8 jul 2015

DOCE E ANTIGA LISBOA

Dejé las maletas en el pequeño apartamento y me dispuse a salir a perderme por los alrededores. Me habían dicho que Alfama era el barrio ideal para ello. Un lugar dónde disfrutar de la autenticidad de la antigua Lisboa, un oasis de nostalgia dentro de la jungla urbana en el que cualquier ciudad europea, por pequeña que fuera, se había convertido durante los primeros años del siglo XXI. 

Después de subir las empinadas escaleras del encorsetado callejón dónde se escondía el apartamento y tras recorrer no más de dos calles del curioso barrio, tuve la sensación de haber retrocedido en el tiempo. Las calles estrechas, los pequeños edificios de fachadas decrépitas, torcidas y en muchos casos abandonadas a su suerte frente a las inclemencias del tiempo. Los tendederos repletos de ropa, bastante íntima por cierto, las plantas y jarrones adornando los alféizares, gatos saltando por las ventanas abiertas a pie de calle, niños jugando al balón luciendo camisetas imperio que hacía siglos habían empezado a amarillear, un grupo de hombres afeitándose en una fuente, aquel señor mayor que miraba raro bajo el linde de una puerta desgastada, esperando un saludo quizás… 
...todo ello parecía sacado de una postal de los años 50. 

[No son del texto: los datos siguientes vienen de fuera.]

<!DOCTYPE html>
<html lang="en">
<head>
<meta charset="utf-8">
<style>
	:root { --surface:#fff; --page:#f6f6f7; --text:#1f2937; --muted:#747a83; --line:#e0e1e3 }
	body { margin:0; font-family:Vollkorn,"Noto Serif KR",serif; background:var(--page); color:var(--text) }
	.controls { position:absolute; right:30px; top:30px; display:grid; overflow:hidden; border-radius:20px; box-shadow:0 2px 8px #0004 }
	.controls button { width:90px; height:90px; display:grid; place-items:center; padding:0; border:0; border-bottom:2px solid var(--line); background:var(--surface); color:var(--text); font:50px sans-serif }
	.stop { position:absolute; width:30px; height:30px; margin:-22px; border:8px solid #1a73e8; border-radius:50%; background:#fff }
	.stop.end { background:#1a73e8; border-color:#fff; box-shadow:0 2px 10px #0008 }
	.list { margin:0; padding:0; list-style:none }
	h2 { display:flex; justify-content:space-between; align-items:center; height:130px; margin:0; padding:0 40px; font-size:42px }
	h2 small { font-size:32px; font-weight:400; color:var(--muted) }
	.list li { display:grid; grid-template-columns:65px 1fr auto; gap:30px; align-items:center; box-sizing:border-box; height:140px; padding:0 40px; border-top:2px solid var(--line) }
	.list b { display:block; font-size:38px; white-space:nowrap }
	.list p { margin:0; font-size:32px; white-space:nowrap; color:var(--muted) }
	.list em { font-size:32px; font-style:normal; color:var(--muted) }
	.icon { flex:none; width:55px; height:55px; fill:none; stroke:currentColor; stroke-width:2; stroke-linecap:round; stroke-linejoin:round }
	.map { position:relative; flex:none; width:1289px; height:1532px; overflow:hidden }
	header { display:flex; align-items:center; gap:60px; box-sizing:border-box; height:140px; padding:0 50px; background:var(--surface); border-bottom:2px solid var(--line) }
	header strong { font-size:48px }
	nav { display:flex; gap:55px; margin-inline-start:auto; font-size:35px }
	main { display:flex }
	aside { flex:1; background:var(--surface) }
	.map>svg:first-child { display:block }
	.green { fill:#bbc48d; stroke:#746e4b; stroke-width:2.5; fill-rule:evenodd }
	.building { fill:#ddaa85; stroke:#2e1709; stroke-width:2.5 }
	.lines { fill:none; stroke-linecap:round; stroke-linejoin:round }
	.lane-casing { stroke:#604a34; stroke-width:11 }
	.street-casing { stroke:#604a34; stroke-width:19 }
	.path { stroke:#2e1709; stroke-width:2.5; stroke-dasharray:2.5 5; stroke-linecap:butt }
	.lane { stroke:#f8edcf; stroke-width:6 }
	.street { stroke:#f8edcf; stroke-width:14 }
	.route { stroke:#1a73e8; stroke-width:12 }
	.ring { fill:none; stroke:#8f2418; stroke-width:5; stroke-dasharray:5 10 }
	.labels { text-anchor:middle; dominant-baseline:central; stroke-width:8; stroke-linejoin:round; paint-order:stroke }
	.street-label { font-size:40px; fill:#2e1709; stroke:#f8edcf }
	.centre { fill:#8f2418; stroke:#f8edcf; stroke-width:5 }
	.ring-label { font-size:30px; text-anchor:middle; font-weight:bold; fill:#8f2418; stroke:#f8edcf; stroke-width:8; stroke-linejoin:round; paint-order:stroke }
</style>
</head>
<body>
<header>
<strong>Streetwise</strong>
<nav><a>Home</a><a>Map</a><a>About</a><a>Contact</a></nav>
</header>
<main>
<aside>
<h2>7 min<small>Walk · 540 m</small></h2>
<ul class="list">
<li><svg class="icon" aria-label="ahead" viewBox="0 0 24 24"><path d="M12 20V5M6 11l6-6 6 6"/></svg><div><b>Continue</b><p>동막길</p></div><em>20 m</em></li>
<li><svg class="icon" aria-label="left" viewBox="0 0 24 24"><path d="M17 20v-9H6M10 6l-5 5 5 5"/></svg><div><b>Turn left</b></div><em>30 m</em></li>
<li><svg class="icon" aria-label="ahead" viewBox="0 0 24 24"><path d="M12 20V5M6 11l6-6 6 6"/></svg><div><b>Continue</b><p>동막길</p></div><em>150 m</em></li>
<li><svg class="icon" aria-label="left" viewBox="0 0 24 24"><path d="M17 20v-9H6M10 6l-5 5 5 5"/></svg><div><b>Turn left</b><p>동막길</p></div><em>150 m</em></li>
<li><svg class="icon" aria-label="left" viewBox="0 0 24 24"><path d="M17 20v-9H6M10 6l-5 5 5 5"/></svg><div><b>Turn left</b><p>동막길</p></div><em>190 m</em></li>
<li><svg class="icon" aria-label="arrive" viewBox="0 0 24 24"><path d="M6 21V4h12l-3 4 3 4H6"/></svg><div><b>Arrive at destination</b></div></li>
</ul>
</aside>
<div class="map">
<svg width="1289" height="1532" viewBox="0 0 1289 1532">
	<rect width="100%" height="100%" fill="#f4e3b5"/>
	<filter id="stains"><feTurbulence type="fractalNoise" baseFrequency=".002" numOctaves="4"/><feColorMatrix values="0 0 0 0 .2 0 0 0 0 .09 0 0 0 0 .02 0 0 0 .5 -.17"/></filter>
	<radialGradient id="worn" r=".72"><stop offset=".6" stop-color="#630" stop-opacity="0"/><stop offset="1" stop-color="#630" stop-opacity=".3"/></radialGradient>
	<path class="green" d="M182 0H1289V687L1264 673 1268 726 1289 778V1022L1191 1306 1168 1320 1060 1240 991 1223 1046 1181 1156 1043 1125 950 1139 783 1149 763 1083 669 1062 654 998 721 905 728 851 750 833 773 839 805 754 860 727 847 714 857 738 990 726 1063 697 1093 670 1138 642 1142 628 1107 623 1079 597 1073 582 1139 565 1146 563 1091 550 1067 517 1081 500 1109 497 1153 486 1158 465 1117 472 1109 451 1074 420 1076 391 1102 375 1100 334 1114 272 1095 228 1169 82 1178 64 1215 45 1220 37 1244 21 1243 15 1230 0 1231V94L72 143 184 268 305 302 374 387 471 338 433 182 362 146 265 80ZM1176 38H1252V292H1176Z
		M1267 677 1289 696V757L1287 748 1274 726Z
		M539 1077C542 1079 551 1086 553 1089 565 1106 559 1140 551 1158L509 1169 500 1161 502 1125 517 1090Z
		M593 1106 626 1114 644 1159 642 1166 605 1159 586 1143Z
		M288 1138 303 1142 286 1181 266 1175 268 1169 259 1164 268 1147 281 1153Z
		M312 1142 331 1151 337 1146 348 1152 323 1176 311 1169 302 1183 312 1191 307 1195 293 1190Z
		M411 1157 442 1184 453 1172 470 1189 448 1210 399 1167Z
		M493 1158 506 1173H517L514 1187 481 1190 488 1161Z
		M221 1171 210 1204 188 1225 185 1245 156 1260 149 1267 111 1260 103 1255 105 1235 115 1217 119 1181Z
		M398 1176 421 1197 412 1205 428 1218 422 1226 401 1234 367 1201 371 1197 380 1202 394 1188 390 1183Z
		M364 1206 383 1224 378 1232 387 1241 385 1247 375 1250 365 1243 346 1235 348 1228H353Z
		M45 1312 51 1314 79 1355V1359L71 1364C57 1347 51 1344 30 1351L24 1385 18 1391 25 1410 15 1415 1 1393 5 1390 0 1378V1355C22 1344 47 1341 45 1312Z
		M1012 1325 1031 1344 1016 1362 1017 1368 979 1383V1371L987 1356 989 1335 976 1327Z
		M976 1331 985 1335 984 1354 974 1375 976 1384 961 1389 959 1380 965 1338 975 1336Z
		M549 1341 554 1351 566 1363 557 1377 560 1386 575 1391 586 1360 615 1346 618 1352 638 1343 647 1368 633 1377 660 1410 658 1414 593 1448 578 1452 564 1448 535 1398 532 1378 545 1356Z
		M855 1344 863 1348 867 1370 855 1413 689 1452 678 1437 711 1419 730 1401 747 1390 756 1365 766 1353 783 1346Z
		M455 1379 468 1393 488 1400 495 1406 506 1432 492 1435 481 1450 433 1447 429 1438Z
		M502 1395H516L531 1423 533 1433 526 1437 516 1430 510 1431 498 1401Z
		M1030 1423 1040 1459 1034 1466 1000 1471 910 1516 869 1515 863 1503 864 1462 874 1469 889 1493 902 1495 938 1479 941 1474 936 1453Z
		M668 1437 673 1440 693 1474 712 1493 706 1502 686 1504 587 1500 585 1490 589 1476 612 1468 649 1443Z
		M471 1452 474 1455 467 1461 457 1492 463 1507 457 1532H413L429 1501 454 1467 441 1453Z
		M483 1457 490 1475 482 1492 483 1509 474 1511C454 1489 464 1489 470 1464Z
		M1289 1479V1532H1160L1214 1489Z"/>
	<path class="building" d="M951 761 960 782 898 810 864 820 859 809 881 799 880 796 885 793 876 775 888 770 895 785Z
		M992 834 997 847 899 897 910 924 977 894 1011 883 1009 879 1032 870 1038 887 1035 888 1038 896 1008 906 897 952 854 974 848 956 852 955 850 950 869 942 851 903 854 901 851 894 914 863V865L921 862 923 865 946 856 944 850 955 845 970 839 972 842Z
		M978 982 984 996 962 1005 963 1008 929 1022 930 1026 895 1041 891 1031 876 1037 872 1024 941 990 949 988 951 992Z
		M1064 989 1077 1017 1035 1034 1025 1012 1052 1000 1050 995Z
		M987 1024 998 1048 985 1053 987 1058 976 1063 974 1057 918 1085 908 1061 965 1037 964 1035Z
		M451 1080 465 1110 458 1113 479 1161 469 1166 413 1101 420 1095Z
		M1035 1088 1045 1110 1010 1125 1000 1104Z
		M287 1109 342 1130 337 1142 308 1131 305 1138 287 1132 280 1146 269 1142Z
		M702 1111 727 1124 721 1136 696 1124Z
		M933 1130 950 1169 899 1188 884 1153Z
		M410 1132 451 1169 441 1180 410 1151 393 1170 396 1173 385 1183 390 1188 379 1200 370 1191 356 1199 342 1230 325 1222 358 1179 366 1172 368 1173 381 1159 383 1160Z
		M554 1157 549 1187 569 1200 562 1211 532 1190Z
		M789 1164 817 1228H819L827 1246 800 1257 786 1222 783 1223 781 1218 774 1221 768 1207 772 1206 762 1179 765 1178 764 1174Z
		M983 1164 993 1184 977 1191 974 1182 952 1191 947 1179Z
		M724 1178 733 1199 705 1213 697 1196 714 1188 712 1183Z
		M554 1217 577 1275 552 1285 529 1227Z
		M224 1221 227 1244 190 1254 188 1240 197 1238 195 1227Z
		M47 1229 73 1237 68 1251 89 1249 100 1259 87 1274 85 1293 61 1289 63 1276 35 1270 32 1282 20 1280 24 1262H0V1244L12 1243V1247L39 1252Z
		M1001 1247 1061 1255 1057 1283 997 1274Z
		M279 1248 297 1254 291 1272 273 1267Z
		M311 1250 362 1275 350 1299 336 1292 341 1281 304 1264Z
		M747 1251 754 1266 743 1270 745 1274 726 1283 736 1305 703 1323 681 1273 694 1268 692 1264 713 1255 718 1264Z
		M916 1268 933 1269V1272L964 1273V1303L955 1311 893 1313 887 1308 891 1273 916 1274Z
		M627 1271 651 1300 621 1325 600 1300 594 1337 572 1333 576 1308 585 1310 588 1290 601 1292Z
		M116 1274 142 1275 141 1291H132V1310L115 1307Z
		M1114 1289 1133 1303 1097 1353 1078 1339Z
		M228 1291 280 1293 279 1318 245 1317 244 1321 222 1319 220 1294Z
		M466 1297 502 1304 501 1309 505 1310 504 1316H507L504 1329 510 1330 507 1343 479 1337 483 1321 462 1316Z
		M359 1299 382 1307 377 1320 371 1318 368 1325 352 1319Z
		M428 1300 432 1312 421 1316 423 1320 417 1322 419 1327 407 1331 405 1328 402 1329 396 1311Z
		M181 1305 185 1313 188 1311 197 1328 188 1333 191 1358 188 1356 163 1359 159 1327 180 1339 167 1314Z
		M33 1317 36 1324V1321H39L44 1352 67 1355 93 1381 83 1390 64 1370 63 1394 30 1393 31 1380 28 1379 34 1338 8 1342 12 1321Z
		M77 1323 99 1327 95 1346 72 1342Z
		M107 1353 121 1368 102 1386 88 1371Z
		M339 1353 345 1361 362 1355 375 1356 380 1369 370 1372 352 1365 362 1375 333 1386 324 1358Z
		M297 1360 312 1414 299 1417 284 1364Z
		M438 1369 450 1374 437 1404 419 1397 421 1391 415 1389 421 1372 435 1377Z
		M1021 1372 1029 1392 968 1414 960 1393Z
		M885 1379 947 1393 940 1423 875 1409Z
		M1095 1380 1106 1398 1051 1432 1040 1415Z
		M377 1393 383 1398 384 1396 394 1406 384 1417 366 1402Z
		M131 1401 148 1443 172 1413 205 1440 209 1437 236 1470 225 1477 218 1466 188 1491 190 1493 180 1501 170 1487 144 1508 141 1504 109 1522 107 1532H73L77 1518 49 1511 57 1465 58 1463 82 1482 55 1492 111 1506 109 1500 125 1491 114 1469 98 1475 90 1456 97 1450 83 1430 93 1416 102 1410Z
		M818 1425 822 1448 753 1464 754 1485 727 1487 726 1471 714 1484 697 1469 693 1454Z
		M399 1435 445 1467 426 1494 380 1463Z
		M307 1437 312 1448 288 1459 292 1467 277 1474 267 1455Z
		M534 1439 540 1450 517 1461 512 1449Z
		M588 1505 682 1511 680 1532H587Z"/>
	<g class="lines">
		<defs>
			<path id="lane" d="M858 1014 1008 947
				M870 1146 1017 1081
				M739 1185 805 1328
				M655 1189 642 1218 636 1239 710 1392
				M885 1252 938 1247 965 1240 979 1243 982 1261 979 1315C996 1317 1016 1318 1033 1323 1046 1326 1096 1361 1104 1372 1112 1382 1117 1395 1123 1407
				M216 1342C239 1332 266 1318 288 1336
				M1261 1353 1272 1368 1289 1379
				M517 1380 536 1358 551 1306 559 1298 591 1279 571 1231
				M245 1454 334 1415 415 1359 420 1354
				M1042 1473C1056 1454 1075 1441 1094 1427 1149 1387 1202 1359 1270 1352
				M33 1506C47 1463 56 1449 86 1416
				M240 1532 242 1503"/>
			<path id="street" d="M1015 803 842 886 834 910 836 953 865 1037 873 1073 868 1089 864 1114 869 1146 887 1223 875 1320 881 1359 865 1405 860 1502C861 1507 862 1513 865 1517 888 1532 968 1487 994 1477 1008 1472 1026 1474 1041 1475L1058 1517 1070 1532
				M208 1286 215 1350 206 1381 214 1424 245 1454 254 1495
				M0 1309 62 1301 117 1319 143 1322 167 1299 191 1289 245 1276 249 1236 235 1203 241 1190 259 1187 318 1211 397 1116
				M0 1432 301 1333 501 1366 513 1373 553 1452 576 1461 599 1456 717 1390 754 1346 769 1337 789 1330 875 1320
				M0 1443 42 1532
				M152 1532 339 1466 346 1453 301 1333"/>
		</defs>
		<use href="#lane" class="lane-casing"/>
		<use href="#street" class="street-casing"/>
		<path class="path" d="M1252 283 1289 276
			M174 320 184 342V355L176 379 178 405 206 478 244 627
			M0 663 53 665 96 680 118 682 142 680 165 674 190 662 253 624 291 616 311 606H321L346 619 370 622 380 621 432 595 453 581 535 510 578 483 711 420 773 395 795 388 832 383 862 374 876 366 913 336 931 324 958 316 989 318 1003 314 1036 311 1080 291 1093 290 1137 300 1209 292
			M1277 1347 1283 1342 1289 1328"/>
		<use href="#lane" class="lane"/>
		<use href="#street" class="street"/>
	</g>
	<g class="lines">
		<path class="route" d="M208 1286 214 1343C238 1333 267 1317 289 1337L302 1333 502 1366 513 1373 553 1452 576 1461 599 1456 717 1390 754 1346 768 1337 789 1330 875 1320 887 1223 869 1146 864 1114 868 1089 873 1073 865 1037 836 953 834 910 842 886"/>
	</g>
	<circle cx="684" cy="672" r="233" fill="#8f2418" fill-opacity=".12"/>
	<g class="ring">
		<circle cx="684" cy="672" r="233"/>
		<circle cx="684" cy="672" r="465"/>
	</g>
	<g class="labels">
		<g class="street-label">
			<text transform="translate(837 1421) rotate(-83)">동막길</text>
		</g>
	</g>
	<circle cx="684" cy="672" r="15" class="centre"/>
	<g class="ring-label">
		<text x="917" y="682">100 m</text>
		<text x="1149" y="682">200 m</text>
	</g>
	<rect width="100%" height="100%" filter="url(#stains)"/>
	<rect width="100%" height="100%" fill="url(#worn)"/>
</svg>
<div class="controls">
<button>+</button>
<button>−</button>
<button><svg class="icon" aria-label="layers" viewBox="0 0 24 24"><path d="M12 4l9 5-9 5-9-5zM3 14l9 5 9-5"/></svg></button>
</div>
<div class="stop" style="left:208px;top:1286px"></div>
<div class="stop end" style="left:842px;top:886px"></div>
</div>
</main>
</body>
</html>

Me encantó esa sensación, y sobre todo el silencio, un silencio que te envolvía y hacía aquella atmósfera mucho más genuina, mucho más mágica e irreal. No se trataba de un silencio absoluto, de hecho, si escuchabas con atención podías oír el sonido del agua correr y el tintineo de los platos en el fregadero, la música de las radios y televisiones encendidas, las risas de los niños jugando y hasta alguna de las conversaciones privadas que se acontecían detrás de las paredes de aquellas ruinosas casas, pero nada más, sin coches, ni motos, ni policía, ni ninguno de los ruidos típicos de la urbe. Era acogedor y hasta en cierta manera, resultaba familiar. 

Me dejé envolver por ese ambiente. Había salido decidida a perderme por las encrucijadas calles, y me perdí, pero literalmente. Al doblar la última esquina creí haber sufrido un Déjà vu, no lo era, había pasado por esa plaza tres veces. 

Miré a derecha e izquierda incapaz de poder decidir hacía donde tirar. Antes de salir se me había ocurrido la brillante idea de hacerlo todo un poco más auténtico dejando el mapa y el móvil encima de la mesita del comedor. Insensata. Estaba oscureciendo, y las encantadoras calles se me presentaban ahora algo inseguras. Empecé a andar sin dirección fija, mirando a un lado y otro de forma compulsiva para intentar descubrir alguna pista que me indicase la opción correcta. Con la vista clavada en el suelo tiraba de mi cuerpo por una empinada cuesta notando los adoquines del pavimento en mis doloridos pies cuando de repente unos zapatos oscuros aparecieron en mi campo de visión, y zas….un pequeño golpe sobre mi cuerpo. Había chocado contra algo, o alguien. Levanté la vista. Frente a mí, un hombre apuesto, de pelo negro y ojos oscuros, vestido con traje y corbata me agarraba de los hombros cariñosamente mientras me ofrecía una enorme y encantadora sonrisa. 

- Boa noite garota bonita. Parece perdida. Venha comigo, não tenha nenhum medo. eu vou mostra-lhe o caminho. 


No logré entender nada de lo que aquel extraño me decía. Pero, aun así, dejé que me cogiera de la mano y le seguí. Absorta, encandilada, incapaz de pensar o decir nada. 

Anduvimos dos o tres calles más y subimos una última cuesta, sin decirnos ni una sola palabra. Al llegar arriba, resonó en mis oídos nuevamente su voz grave de barítono. 

- Bem-vinda a Lisboa. 

¿Bienvenida a Lisboa? ¿Qué quería decir con aquello en ese momento? ¿Estaba bromeando? Caminé unos pasos más observándole extrañada. Él miraba al frente, volteé la cabeza siguiendo su mirada y entonces… allí estaba: 
toda Lisboa a mis pies. 

Me acerqué a la baranda del mirador, las luces de la ciudad se habían encendido y hacían que la misma resplandeciese fabulosa. Las vistas eran impresionantes. 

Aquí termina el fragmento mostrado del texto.